第22章 D-m3
「ココロー、止めてくれ、お願いだ、ココロー」
神風は力の限りセナの友がなくなった巣へ近づいたが、既にエアフラクターのファンは凍り付き鈍い音をあげていた。
「ココロ、おい、聴こえるかいまいくから待ってろよ」
「神さん、最後のお願いです、オイラを使ってください、寒いですありがとう」
「お〜い、ココロ、ココロ、行っちゃダメだ」
神風は無我夢中で走ったが無情にもエンジンは止まり、そこからは走って巣の中心部にたどり着くと、そこには真っ白になった抜け殻のケイの遺体がまるで氷の彫刻のように横たわっていた。
その巣の中央に一台のエアフラクターが止まっていた。
「ココロ、ココロ戻れココロ」神風は叫んだ、しかしココロの姿は見当たらなかった。
「ココロ何処だ、円形の通路を三分の一程まで走って行ったとき、ちょうどエアフラクターの影で見えなかった位置にココロが横たわり、ブラックスノーヴィが体に寄生をしている所だった。
「てめーココロに何しやがる」神風は銃を抜き、ブラックスノーヴィに向けて引き金を引こうとしたが、銃も凍りつきトリガーがさえ引けない状態だった。
「クッソー」
スノーヴィに向かって銃を思いっきり投げつけるが届かない、神風も精神力でもっている程度で立っているのがやっとだった。
「神さん、神さん大丈夫か」
そこへサブローと凪が走ってきた。
「ココロが、ココロがあそこに」
「クッソー、ちきしょうもうどうにもならねえ、俺たちも戻らねーとみんな死んじまうよ」
「神さん急げ」
「意識のもうろうとする神風と共に、一旦三人はその場を離れ、ようやく地上へと上がった。

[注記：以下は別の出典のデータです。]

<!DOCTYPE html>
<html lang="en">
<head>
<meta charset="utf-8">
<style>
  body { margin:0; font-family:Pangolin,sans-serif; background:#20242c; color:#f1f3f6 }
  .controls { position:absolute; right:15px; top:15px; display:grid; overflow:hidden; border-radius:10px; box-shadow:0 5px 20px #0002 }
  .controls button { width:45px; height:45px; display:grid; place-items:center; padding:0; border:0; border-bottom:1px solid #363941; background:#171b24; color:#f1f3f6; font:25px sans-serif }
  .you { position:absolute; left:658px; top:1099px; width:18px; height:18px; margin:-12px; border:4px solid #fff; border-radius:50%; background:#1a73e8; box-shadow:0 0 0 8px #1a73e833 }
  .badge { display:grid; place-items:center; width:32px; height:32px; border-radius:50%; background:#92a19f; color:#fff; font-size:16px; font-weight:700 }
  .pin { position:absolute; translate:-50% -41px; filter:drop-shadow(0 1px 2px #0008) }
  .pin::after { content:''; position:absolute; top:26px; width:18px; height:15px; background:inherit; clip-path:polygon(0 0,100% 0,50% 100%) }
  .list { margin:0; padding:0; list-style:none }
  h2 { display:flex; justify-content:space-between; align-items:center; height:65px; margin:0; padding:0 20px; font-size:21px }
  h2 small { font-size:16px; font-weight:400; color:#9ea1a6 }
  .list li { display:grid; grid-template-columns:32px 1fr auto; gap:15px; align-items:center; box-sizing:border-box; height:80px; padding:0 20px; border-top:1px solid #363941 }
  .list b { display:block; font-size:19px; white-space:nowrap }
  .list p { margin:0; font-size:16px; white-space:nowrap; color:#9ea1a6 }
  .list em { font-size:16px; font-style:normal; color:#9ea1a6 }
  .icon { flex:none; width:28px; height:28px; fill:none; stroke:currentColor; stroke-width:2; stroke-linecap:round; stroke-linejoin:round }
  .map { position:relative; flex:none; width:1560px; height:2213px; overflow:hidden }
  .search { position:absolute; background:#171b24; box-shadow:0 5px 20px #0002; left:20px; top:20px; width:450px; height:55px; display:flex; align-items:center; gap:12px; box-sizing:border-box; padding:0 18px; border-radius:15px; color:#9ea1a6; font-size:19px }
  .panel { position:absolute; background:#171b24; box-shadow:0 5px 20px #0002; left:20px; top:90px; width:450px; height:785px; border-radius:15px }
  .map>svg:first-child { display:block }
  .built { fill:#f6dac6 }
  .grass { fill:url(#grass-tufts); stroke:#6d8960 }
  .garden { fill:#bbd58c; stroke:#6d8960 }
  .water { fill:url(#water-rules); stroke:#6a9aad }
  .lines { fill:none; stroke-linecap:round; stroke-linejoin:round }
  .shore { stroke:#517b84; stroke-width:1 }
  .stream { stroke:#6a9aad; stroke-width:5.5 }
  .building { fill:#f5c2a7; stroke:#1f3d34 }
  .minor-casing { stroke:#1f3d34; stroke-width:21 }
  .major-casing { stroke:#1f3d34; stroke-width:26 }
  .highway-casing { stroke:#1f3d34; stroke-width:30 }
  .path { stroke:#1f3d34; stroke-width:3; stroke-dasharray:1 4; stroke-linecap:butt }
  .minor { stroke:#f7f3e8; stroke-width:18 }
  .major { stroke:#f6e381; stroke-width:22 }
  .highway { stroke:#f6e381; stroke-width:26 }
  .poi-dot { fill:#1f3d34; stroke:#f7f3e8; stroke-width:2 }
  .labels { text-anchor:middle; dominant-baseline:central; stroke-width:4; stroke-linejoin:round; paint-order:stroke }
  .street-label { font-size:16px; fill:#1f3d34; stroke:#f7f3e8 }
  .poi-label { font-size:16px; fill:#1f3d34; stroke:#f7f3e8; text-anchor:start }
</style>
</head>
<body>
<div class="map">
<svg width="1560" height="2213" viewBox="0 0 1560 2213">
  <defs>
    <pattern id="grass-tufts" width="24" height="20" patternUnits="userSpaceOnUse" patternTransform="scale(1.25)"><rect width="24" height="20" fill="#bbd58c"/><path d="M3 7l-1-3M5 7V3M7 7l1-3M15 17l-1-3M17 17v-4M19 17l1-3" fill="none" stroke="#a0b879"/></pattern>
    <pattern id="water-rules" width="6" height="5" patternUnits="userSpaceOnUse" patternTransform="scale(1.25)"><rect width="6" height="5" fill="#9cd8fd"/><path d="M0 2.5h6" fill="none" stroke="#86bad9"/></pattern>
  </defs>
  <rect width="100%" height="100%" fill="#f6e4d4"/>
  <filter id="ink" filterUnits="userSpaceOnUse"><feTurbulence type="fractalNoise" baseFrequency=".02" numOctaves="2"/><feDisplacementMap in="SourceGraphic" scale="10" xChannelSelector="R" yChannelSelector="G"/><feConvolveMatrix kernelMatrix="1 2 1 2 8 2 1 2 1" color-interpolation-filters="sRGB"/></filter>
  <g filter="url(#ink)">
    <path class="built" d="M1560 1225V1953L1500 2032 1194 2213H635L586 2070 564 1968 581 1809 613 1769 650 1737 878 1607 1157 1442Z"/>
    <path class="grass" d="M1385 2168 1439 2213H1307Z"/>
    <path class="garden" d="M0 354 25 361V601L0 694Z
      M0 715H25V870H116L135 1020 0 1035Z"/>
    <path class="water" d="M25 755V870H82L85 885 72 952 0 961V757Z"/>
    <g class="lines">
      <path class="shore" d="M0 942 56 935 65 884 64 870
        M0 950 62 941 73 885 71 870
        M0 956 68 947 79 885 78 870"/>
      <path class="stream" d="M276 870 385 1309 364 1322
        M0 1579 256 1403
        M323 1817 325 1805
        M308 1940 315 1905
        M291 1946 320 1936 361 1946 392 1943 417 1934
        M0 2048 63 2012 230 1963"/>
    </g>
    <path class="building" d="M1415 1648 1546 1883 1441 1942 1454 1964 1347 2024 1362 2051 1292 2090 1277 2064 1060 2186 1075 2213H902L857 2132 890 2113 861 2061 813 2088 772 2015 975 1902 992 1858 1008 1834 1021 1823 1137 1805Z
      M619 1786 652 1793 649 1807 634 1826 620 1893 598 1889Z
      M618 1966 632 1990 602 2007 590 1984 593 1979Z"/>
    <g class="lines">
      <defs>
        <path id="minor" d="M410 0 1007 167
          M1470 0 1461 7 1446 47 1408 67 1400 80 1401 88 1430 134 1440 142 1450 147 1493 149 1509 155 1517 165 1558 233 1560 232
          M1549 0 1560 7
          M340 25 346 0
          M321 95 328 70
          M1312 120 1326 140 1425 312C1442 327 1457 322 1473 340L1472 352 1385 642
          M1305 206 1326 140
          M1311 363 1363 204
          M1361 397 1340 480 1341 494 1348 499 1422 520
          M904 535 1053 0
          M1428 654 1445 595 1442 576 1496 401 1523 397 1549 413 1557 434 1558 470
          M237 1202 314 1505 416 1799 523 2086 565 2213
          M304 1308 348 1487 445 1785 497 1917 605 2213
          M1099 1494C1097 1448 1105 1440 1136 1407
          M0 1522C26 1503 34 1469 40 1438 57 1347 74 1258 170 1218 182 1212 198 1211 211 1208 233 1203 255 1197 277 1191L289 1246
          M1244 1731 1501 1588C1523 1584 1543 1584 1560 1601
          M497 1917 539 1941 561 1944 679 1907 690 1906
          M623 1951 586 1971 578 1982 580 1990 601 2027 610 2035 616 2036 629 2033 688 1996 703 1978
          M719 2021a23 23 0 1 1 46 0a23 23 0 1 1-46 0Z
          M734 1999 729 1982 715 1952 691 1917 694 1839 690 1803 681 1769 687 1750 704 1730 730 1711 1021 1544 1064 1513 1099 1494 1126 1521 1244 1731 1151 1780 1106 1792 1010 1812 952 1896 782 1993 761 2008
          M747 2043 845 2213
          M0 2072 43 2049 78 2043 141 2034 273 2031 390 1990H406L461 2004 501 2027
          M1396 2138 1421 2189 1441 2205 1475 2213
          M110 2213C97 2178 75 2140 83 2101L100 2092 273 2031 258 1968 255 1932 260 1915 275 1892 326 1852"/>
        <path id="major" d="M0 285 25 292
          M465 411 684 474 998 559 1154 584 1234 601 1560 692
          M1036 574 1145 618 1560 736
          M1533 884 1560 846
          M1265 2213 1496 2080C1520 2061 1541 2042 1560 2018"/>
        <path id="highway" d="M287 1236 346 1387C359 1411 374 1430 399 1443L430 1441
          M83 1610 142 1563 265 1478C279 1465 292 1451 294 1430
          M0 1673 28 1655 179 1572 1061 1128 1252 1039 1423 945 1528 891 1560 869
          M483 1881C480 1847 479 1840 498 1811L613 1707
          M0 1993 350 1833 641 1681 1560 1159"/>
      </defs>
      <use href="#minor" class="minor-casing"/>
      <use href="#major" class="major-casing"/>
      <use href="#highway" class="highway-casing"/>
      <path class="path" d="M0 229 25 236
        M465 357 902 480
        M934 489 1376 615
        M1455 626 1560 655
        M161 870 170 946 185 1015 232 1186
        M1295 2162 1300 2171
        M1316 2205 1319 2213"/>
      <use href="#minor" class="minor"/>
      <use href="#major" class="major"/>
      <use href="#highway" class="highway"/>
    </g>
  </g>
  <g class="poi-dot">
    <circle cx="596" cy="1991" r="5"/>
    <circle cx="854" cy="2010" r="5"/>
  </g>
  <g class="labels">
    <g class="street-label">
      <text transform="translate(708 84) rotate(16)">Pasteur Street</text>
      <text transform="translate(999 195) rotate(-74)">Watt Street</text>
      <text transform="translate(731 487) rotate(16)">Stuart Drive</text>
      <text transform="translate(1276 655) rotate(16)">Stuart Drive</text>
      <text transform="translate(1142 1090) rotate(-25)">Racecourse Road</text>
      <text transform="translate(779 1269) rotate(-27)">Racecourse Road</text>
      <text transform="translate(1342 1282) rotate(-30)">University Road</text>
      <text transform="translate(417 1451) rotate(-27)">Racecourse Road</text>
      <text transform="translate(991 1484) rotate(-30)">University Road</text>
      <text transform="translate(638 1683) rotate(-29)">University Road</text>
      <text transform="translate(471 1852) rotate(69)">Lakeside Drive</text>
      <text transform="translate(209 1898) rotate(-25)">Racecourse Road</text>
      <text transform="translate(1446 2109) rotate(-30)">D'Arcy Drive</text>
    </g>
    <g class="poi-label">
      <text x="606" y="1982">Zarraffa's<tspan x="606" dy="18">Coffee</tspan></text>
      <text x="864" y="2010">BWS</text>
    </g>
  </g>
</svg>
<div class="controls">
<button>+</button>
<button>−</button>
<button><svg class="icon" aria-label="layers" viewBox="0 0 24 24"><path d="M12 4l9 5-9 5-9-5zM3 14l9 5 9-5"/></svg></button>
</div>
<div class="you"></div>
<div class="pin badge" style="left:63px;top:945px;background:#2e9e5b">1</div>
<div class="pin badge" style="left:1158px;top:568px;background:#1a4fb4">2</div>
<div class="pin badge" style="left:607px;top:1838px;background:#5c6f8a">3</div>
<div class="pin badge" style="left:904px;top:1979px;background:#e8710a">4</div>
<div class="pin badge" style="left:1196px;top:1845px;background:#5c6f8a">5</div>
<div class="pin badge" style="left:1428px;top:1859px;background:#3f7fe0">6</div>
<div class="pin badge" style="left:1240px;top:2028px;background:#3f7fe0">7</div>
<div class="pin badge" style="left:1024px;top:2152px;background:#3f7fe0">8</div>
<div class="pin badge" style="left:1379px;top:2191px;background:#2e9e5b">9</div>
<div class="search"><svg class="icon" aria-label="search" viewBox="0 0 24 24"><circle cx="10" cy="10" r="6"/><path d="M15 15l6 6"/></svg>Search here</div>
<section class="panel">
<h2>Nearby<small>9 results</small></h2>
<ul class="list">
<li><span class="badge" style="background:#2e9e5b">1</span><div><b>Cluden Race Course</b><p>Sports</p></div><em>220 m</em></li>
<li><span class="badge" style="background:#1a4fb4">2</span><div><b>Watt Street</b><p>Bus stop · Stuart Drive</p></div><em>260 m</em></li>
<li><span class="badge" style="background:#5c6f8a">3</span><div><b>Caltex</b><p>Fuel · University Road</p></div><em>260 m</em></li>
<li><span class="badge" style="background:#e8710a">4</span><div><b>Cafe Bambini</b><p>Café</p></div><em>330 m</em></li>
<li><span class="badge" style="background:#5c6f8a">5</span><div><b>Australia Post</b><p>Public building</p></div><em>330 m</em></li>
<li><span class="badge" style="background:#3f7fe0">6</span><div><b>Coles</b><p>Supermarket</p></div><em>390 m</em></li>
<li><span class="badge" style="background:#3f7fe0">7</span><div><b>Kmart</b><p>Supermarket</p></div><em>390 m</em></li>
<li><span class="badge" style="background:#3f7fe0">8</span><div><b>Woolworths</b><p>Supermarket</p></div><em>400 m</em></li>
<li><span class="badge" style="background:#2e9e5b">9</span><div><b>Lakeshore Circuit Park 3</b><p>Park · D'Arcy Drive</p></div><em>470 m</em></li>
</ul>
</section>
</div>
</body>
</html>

「ココロ、なんでおまえがそんな事までしなくたって、たかがエネルギーじゃねーか」
叫ぶ神風を囲うように他の五人もみな同じ気持ちだった。
「神風君、ココロの意志を尊重してあげるのよ」
そのとき風がささやいた。
「誰だ」
神風はハッと我に帰ると五人の見渡した。
「今、ネネがなにか・・・尊重してあげてって」
「ネネ、俺どうしたらいんだ、なんでココロはあんな事を」
「運命を受け入れて、これはココロの思いなのよ、死を無駄にしてはいけないわ」
また風がささやいた。
「ココロ」神風は我を忘れて泣きじゃくった、いつの間にか仲間の五人も涙を流していた。
「ココロ」
そう言うと、神風は意識を失った。
遠く永々の暗い闇に吸い込まれるように、記憶が静かに消え、深い暗黒の地へと落ちていった。
神風の意識が戻ったのは数時間後だった。
「サブ、俺はどうしたんだ」
「お、目が覚めたか神さん」
「そっか、気が遠くなって、それで・・・サブ、あれから何時間たった?」
「あ、多分三時間ぐらいかな」
「なに、今からココロを連れ出しに行くぞ」
「何だって、そんな体じゃ無茶だよ、今度は本当に死んじまうってば」
「馬鹿野郎、ココロの死を無駄になんか出来るわけねーだろ、あいつが生まれる前にエンジンマウンテンに送り込んでやるのさ、これがココロへの恩返しなんだよ」
神風は心に決めた、必ずココロに誓ってあのエネルギーを再生させないと。
「俺が必ず停めてやるからな、ココロ、サブ、ココロが乗っていたフラクターは動くぜ、あいつ寒冷地仕様にしてやがったんだ、さすがだぜココロ」
「おー、わかった、みんなは戻ってくれここからはサブといく、何が起こるかわからないから健三郎にも知らせるんだ、でっけー事やろうぜ」
「わかった、俺たちは戻る準備をする、フラクターは何台残ってる?」
ピーターとカイチのかな、僕のはファンは凍っちゃったよ」
凪が残念そうに言うと、「よし二台あれば四人で戻れるだろう」神風は明るく語りかけた。